● **Input data**:
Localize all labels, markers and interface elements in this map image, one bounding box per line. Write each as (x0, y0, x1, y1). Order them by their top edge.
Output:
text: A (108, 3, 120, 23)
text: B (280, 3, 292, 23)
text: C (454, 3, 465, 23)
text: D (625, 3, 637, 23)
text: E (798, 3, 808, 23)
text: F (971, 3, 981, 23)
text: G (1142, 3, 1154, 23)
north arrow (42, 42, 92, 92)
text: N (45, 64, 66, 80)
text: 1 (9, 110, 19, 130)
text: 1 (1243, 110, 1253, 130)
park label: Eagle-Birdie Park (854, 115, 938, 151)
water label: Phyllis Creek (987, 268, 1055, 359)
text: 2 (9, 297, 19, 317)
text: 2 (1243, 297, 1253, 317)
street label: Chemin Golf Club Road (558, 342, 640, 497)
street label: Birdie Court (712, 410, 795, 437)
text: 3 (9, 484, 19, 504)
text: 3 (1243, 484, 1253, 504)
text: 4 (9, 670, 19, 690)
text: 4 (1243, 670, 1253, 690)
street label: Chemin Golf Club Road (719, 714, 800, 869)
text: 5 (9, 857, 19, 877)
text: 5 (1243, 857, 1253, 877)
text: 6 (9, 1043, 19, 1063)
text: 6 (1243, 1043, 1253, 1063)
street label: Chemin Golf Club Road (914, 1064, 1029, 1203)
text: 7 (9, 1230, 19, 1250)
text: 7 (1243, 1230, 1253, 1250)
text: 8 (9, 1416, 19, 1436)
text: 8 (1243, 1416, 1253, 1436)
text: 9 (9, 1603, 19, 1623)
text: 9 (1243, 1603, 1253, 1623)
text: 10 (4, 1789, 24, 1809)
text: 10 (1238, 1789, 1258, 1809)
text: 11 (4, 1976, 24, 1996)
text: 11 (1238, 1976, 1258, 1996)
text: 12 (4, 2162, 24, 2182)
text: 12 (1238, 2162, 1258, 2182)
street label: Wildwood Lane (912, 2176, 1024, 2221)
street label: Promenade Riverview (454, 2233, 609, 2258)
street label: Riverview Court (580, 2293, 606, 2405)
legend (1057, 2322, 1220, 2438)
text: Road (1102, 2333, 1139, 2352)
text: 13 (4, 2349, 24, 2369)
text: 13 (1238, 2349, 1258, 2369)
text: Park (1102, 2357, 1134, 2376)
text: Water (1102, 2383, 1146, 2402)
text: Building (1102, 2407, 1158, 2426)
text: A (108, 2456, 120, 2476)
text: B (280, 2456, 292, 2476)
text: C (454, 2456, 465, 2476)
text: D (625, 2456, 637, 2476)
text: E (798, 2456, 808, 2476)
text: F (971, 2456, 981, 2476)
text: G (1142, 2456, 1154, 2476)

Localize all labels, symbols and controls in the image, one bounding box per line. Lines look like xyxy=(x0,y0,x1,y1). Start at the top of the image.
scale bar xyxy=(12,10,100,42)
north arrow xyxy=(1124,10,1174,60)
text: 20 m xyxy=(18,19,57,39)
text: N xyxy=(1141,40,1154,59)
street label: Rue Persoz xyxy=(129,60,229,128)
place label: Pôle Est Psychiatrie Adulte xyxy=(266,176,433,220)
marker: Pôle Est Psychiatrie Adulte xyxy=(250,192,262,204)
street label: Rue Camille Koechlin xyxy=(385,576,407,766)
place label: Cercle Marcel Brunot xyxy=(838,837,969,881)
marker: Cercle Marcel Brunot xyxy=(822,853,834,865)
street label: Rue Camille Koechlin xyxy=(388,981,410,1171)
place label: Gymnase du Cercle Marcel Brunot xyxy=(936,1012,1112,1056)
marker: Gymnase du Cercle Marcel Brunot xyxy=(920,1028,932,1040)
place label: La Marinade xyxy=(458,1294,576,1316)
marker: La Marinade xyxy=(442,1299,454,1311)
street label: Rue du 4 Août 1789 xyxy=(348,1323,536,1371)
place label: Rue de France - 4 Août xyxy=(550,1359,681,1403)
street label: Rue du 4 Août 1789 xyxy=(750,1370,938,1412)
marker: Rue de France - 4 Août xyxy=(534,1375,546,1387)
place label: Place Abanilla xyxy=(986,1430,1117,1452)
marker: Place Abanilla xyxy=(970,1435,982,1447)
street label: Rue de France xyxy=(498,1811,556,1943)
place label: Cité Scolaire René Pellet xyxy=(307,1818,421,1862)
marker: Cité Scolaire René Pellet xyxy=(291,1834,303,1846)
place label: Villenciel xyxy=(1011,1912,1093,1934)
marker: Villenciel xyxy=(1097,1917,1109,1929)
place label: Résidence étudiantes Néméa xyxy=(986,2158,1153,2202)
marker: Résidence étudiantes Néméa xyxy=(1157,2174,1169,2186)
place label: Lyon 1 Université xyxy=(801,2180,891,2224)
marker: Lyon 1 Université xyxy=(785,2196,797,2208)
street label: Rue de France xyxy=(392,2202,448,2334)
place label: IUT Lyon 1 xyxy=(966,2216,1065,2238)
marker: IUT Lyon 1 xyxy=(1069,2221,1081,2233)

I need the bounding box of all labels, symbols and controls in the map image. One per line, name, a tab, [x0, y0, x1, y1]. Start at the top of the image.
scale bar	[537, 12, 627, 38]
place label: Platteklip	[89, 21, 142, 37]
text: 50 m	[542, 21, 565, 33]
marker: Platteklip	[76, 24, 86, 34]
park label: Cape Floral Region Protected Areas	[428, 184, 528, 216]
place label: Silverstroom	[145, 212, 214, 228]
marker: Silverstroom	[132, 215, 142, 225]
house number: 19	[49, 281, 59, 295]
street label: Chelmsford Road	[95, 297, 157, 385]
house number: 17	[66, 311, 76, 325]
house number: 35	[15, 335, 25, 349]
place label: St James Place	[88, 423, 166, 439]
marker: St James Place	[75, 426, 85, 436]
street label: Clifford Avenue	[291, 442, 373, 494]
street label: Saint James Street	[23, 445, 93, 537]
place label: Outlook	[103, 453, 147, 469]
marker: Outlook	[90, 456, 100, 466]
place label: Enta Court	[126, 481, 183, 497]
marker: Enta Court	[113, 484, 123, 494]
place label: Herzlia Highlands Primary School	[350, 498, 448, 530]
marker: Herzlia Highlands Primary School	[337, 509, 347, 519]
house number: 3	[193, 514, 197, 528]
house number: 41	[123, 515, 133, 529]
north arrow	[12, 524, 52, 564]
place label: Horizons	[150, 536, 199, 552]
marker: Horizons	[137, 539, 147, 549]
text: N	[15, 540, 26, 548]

● **Task statement**: Output all entries exactly as given above.

● **Answer to the exercise**:
Localize all labels, markers and interface elements in this map image, one bounding box per line. Write each as (x0, y0, x1, y1). Order them by their top edge.
Output:
text: A (108, 3, 120, 23)
text: B (280, 3, 292, 23)
text: C (454, 3, 465, 23)
text: D (625, 3, 637, 23)
text: E (798, 3, 808, 23)
text: F (971, 3, 981, 23)
text: G (1142, 3, 1154, 23)
north arrow (42, 42, 92, 92)
text: N (45, 64, 66, 80)
text: 1 (9, 110, 19, 130)
text: 1 (1243, 110, 1253, 130)
park label: Eagle-Birdie Park (854, 115, 938, 151)
water label: Phyllis Creek (987, 268, 1055, 359)
text: 2 (9, 297, 19, 317)
text: 2 (1243, 297, 1253, 317)
street label: Chemin Golf Club Road (558, 342, 640, 497)
street label: Birdie Court (712, 410, 795, 437)
text: 3 (9, 484, 19, 504)
text: 3 (1243, 484, 1253, 504)
text: 4 (9, 670, 19, 690)
text: 4 (1243, 670, 1253, 690)
street label: Chemin Golf Club Road (719, 714, 800, 869)
text: 5 (9, 857, 19, 877)
text: 5 (1243, 857, 1253, 877)
text: 6 (9, 1043, 19, 1063)
text: 6 (1243, 1043, 1253, 1063)
street label: Chemin Golf Club Road (914, 1064, 1029, 1203)
text: 7 (9, 1230, 19, 1250)
text: 7 (1243, 1230, 1253, 1250)
text: 8 (9, 1416, 19, 1436)
text: 8 (1243, 1416, 1253, 1436)
text: 9 (9, 1603, 19, 1623)
text: 9 (1243, 1603, 1253, 1623)
text: 10 (4, 1789, 24, 1809)
text: 10 (1238, 1789, 1258, 1809)
text: 11 (4, 1976, 24, 1996)
text: 11 (1238, 1976, 1258, 1996)
text: 12 (4, 2162, 24, 2182)
text: 12 (1238, 2162, 1258, 2182)
street label: Wildwood Lane (912, 2176, 1024, 2221)
street label: Promenade Riverview (454, 2233, 609, 2258)
street label: Riverview Court (580, 2293, 606, 2405)
legend (1057, 2322, 1220, 2438)
text: Road (1102, 2333, 1139, 2352)
text: 13 (4, 2349, 24, 2369)
text: 13 (1238, 2349, 1258, 2369)
text: Park (1102, 2357, 1134, 2376)
text: Water (1102, 2383, 1146, 2402)
text: Building (1102, 2407, 1158, 2426)
text: A (108, 2456, 120, 2476)
text: B (280, 2456, 292, 2476)
text: C (454, 2456, 465, 2476)
text: D (625, 2456, 637, 2476)
text: E (798, 2456, 808, 2476)
text: F (971, 2456, 981, 2476)
text: G (1142, 2456, 1154, 2476)

Localize all labels, symbols and controls in the image, one bounding box per line. Lines look like xyxy=(x0,y0,x1,y1). Start at the top of the image.
scale bar xyxy=(12,10,100,42)
north arrow xyxy=(1124,10,1174,60)
text: 20 m xyxy=(18,19,57,39)
text: N xyxy=(1141,40,1154,59)
street label: Rue Persoz xyxy=(129,60,229,128)
place label: Pôle Est Psychiatrie Adulte xyxy=(266,176,433,220)
marker: Pôle Est Psychiatrie Adulte xyxy=(250,192,262,204)
street label: Rue Camille Koechlin xyxy=(385,576,407,766)
place label: Cercle Marcel Brunot xyxy=(838,837,969,881)
marker: Cercle Marcel Brunot xyxy=(822,853,834,865)
street label: Rue Camille Koechlin xyxy=(388,981,410,1171)
place label: Gymnase du Cercle Marcel Brunot xyxy=(936,1012,1112,1056)
marker: Gymnase du Cercle Marcel Brunot xyxy=(920,1028,932,1040)
place label: La Marinade xyxy=(458,1294,576,1316)
marker: La Marinade xyxy=(442,1299,454,1311)
street label: Rue du 4 Août 1789 xyxy=(348,1323,536,1371)
place label: Rue de France - 4 Août xyxy=(550,1359,681,1403)
street label: Rue du 4 Août 1789 xyxy=(750,1370,938,1412)
marker: Rue de France - 4 Août xyxy=(534,1375,546,1387)
place label: Place Abanilla xyxy=(986,1430,1117,1452)
marker: Place Abanilla xyxy=(970,1435,982,1447)
street label: Rue de France xyxy=(498,1811,556,1943)
place label: Cité Scolaire René Pellet xyxy=(307,1818,421,1862)
marker: Cité Scolaire René Pellet xyxy=(291,1834,303,1846)
place label: Villenciel xyxy=(1011,1912,1093,1934)
marker: Villenciel xyxy=(1097,1917,1109,1929)
place label: Résidence étudiantes Néméa xyxy=(986,2158,1153,2202)
marker: Résidence étudiantes Néméa xyxy=(1157,2174,1169,2186)
place label: Lyon 1 Université xyxy=(801,2180,891,2224)
marker: Lyon 1 Université xyxy=(785,2196,797,2208)
street label: Rue de France xyxy=(392,2202,448,2334)
place label: IUT Lyon 1 xyxy=(966,2216,1065,2238)
marker: IUT Lyon 1 xyxy=(1069,2221,1081,2233)

I need the bounding box of all labels, symbols and controls in the map image. One per line, name, a tab, [x0, y0, x1, y1]. Start at the top of the image.
scale bar	[537, 12, 627, 38]
place label: Platteklip	[89, 21, 142, 37]
text: 50 m	[542, 21, 565, 33]
marker: Platteklip	[76, 24, 86, 34]
park label: Cape Floral Region Protected Areas	[428, 184, 528, 216]
place label: Silverstroom	[145, 212, 214, 228]
marker: Silverstroom	[132, 215, 142, 225]
house number: 19	[49, 281, 59, 295]
street label: Chelmsford Road	[95, 297, 157, 385]
house number: 17	[66, 311, 76, 325]
house number: 35	[15, 335, 25, 349]
place label: St James Place	[88, 423, 166, 439]
marker: St James Place	[75, 426, 85, 436]
street label: Clifford Avenue	[291, 442, 373, 494]
street label: Saint James Street	[23, 445, 93, 537]
place label: Outlook	[103, 453, 147, 469]
marker: Outlook	[90, 456, 100, 466]
place label: Enta Court	[126, 481, 183, 497]
marker: Enta Court	[113, 484, 123, 494]
place label: Herzlia Highlands Primary School	[350, 498, 448, 530]
marker: Herzlia Highlands Primary School	[337, 509, 347, 519]
house number: 3	[193, 514, 197, 528]
house number: 41	[123, 515, 133, 529]
north arrow	[12, 524, 52, 564]
place label: Horizons	[150, 536, 199, 552]
marker: Horizons	[137, 539, 147, 549]
text: N	[15, 540, 26, 548]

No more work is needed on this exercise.